Instructions for the task: Count the lines below that include the word "Avenue" and write that number alone.

# # #

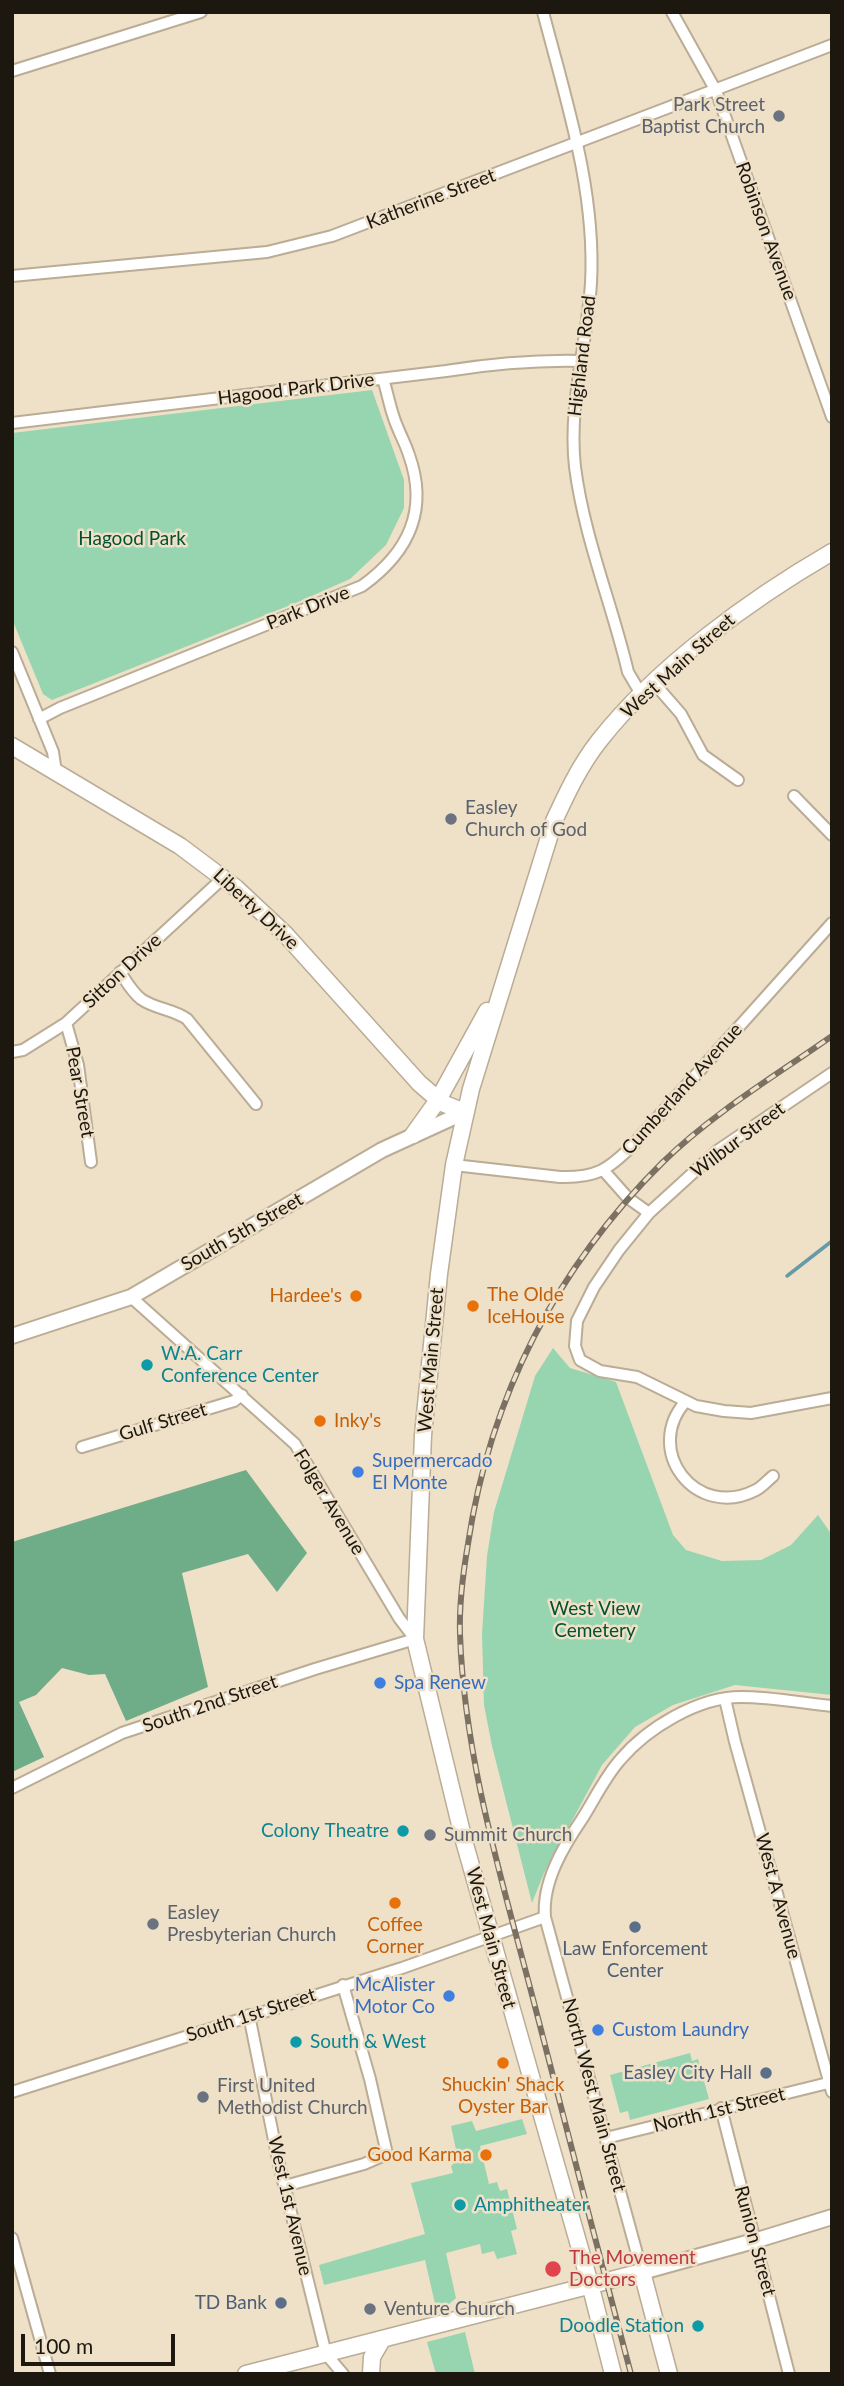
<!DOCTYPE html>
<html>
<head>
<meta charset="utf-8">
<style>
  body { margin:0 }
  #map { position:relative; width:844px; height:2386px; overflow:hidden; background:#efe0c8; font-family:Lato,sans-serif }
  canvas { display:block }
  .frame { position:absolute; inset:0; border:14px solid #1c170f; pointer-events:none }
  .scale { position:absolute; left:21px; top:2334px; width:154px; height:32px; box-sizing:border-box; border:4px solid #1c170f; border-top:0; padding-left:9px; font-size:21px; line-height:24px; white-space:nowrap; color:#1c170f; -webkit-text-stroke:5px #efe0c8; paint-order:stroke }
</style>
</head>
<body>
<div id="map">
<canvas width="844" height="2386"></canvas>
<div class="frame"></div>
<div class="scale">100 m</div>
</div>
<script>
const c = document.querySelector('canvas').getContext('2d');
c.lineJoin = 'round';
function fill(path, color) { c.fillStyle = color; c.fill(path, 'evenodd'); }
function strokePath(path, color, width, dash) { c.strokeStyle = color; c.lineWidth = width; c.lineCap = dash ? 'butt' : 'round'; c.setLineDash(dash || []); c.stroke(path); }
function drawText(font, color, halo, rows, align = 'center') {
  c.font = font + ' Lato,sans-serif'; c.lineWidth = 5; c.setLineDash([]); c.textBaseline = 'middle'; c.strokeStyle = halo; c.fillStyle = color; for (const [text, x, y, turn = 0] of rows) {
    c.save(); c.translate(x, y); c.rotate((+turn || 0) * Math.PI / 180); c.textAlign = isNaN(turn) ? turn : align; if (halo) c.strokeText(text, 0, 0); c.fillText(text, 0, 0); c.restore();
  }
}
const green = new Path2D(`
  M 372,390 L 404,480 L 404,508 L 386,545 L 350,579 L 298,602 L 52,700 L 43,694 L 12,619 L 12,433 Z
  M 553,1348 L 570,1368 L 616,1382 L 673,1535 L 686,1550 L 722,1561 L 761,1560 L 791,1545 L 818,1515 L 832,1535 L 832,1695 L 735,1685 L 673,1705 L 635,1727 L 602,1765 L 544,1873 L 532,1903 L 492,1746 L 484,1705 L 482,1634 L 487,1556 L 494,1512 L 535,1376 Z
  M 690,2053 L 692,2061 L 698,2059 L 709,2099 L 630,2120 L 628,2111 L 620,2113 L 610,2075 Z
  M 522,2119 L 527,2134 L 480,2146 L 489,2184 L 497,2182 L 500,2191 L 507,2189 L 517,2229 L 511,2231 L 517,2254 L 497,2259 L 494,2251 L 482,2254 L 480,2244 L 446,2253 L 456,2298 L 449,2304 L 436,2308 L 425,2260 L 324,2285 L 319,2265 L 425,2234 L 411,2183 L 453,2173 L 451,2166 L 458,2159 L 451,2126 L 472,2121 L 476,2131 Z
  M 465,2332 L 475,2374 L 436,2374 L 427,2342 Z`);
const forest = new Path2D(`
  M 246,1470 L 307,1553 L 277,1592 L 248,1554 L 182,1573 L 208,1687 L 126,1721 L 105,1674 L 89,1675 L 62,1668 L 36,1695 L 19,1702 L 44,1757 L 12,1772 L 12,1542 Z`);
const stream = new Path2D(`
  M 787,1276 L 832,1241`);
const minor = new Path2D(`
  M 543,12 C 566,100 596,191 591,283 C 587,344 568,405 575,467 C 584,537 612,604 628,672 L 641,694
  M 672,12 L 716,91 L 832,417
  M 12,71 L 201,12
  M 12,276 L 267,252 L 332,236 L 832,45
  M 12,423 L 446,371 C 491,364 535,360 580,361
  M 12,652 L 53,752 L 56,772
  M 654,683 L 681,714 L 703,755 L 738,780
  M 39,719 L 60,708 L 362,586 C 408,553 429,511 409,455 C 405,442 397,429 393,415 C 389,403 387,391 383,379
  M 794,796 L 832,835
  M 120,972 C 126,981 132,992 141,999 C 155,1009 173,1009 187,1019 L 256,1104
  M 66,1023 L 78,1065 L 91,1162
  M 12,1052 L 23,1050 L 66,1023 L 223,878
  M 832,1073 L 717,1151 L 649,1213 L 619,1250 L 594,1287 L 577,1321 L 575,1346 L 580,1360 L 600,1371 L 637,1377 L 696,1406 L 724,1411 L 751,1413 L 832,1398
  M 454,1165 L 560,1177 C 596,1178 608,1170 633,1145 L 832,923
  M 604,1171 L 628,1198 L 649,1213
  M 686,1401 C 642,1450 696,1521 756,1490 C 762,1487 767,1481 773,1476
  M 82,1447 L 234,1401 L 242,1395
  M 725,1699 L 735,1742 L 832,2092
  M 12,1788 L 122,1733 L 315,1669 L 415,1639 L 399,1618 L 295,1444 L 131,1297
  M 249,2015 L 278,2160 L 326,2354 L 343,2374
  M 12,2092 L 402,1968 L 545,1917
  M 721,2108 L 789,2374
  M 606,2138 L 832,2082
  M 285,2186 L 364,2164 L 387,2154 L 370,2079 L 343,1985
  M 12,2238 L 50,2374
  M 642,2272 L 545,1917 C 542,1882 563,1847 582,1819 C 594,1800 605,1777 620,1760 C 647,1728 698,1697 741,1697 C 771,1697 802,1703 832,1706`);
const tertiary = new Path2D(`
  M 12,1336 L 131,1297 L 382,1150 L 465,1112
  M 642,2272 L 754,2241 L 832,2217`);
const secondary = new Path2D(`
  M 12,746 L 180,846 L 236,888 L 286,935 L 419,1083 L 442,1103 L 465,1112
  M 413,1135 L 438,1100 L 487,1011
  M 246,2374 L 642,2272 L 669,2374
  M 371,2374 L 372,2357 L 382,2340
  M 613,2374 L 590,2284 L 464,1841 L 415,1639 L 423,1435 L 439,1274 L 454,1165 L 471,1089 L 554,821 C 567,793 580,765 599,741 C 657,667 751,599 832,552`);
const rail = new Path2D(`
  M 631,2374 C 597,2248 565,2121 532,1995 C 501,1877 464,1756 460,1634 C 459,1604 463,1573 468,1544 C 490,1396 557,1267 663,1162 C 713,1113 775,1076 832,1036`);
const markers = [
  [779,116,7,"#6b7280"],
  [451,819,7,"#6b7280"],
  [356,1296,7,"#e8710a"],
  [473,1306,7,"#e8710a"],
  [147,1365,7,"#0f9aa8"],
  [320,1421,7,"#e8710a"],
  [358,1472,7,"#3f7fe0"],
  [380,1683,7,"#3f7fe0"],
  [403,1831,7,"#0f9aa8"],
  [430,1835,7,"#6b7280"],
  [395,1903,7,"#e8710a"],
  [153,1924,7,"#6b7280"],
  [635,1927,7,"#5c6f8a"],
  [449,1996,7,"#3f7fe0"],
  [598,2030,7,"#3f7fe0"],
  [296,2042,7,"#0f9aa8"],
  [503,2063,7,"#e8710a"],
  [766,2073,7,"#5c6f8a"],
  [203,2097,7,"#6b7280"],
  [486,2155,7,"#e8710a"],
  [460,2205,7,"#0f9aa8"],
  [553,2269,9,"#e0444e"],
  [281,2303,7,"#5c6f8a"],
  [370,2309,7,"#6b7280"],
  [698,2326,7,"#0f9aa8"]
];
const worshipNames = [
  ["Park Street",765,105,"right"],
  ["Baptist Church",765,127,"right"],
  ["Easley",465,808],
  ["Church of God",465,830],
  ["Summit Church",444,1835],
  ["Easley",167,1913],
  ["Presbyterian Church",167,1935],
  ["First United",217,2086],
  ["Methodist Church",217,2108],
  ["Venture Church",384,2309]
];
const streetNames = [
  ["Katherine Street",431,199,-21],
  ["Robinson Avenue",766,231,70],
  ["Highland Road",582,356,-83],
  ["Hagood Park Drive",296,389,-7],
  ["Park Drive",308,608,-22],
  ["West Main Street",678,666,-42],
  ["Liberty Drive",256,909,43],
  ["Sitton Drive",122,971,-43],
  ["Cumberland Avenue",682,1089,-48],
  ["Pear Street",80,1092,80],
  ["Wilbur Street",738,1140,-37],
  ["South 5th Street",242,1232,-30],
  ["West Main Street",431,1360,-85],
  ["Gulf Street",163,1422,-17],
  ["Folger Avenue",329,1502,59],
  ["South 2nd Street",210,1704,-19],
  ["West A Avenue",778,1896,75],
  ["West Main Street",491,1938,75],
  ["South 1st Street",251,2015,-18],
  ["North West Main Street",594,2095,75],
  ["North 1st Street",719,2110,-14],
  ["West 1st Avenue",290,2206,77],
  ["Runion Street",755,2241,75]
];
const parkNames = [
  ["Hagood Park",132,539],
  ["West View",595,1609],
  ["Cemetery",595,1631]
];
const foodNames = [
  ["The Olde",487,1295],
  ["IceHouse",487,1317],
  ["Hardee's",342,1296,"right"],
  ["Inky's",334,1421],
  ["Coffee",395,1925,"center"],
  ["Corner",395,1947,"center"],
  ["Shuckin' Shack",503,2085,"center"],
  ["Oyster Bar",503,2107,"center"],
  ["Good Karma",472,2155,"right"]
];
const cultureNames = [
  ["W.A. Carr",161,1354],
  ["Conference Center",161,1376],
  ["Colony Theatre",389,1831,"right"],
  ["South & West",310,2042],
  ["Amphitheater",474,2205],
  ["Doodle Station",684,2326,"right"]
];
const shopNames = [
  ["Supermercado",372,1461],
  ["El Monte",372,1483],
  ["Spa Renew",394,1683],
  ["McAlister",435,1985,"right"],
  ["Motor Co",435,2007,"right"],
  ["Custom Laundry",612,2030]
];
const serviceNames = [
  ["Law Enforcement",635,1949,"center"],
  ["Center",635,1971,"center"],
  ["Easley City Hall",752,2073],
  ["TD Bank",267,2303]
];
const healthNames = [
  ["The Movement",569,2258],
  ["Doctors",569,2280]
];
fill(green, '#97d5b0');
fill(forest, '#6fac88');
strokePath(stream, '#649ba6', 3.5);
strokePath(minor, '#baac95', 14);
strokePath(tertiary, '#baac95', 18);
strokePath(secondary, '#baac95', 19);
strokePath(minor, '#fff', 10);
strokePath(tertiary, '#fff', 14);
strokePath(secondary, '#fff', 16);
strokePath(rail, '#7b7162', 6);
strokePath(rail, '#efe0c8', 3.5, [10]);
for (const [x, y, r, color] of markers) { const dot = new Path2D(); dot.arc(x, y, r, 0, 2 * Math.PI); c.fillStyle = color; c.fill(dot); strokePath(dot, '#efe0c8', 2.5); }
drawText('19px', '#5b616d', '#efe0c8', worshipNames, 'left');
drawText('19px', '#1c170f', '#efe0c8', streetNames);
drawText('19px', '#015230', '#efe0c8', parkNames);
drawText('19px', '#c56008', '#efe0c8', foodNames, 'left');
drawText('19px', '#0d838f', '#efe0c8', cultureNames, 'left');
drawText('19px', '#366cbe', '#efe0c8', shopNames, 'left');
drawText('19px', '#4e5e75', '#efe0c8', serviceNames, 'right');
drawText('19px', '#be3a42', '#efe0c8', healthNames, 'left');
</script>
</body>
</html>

# # #

The completed task: 5